### Data shown

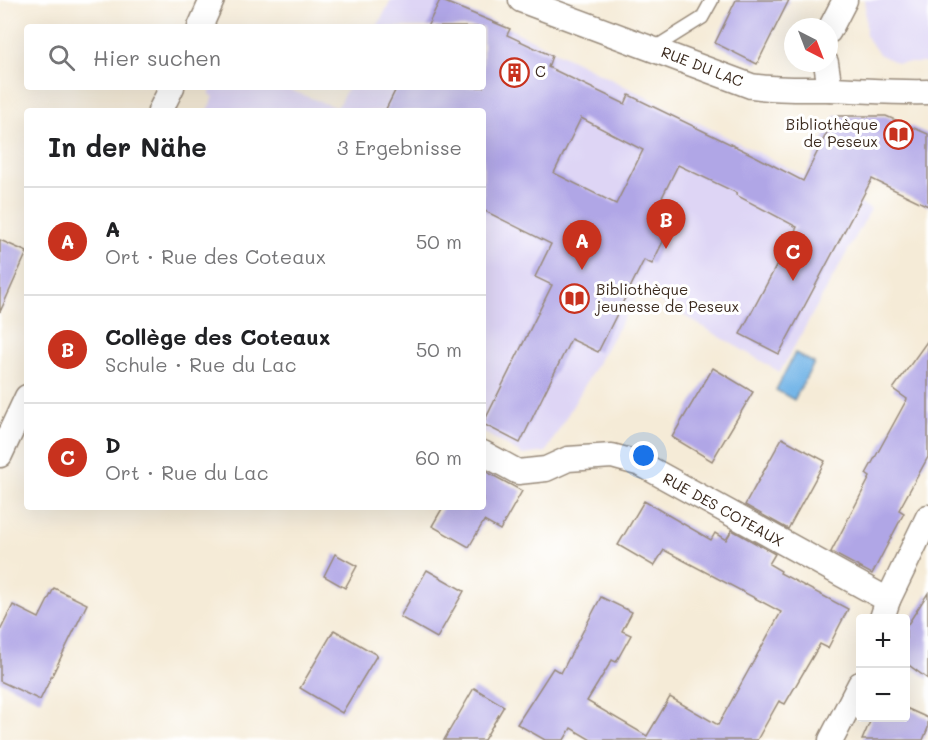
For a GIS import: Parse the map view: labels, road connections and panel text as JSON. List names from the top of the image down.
{
  "streets": {
    "street": ["RUE DU LAC", "RUE DES COTEAUX"]
  },
  "places": {
    "building": ["C"],
    "library": ["Bibliothèque de Peseux", "Bibliothèque jeunesse de Peseux"]
  },
  "north": "bottom right",
  "page": {
    "search": "Hier suchen",
    "heading": ["In der Nähe", "3 Ergebnisse"],
    "list": [
      {
        "mark": "A",
        "name": "A",
        "note": "Ort · Rue des Coteaux",
        "value": "50 m"
      },
      {
        "mark": "B",
        "name": "Collège des Coteaux",
        "note": "Schule · Rue du Lac",
        "value": "50 m"
      },
      {
        "mark": "C",
        "name": "D",
        "note": "Ort · Rue du Lac",
        "value": "60 m"
      }
    ],
    "pins": ["B", "A", "C"],
    "map_buttons": ["+", "−"]
  }
}
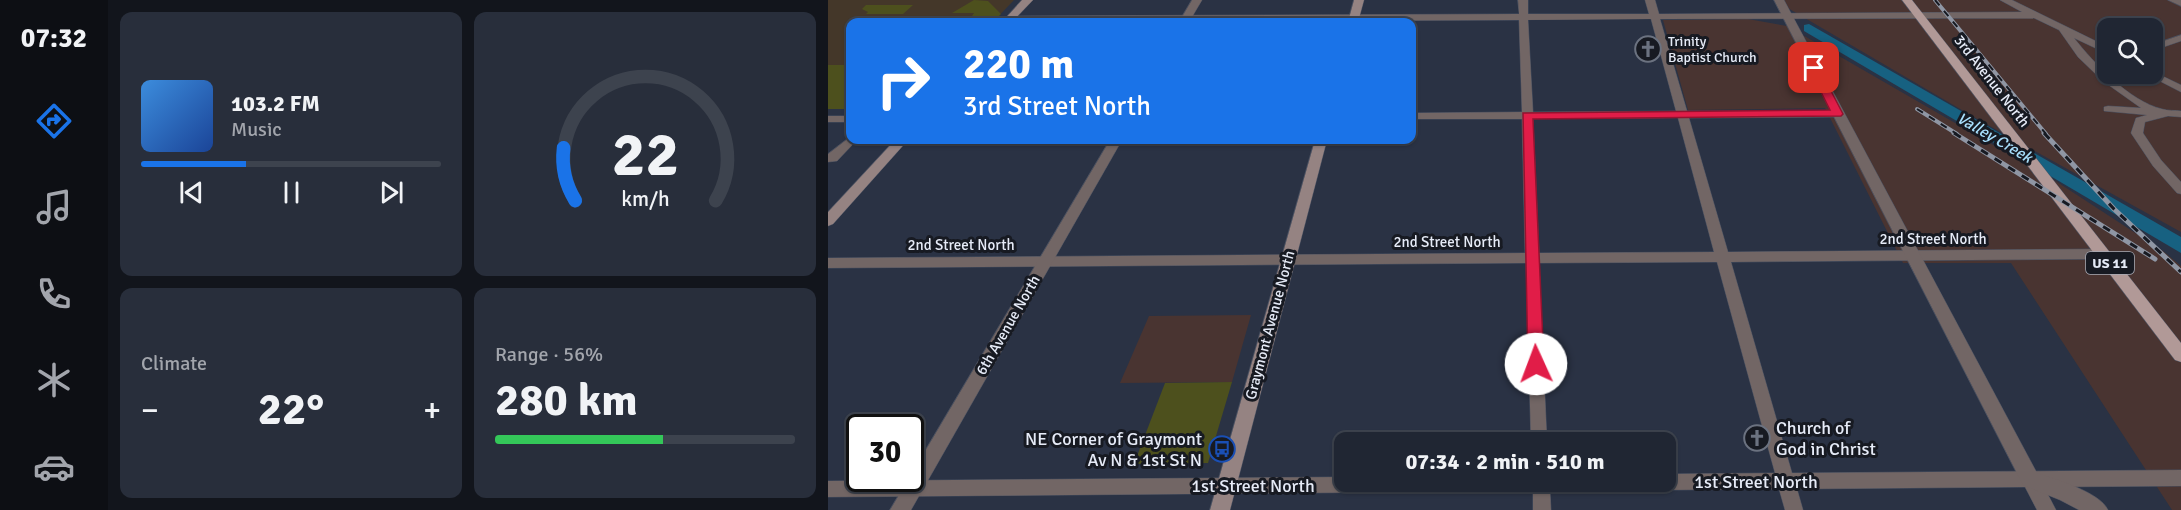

######

■ Task directions: Return each line above exactly; any pictures are to be skipped.

■ Answer:
For a GIS import: Parse the map view: labels, road connections and panel text as JSON. List names from the top of the image down.
{
  "streets": {
    "street": ["RUE DU LAC", "RUE DES COTEAUX"]
  },
  "places": {
    "building": ["C"],
    "library": ["Bibliothèque de Peseux", "Bibliothèque jeunesse de Peseux"]
  },
  "north": "bottom right",
  "page": {
    "search": "Hier suchen",
    "heading": ["In der Nähe", "3 Ergebnisse"],
    "list": [
      {
        "mark": "A",
        "name": "A",
        "note": "Ort · Rue des Coteaux",
        "value": "50 m"
      },
      {
        "mark": "B",
        "name": "Collège des Coteaux",
        "note": "Schule · Rue du Lac",
        "value": "50 m"
      },
      {
        "mark": "C",
        "name": "D",
        "note": "Ort · Rue du Lac",
        "value": "60 m"
      }
    ],
    "pins": ["B", "A", "C"],
    "map_buttons": ["+", "−"]
  }
}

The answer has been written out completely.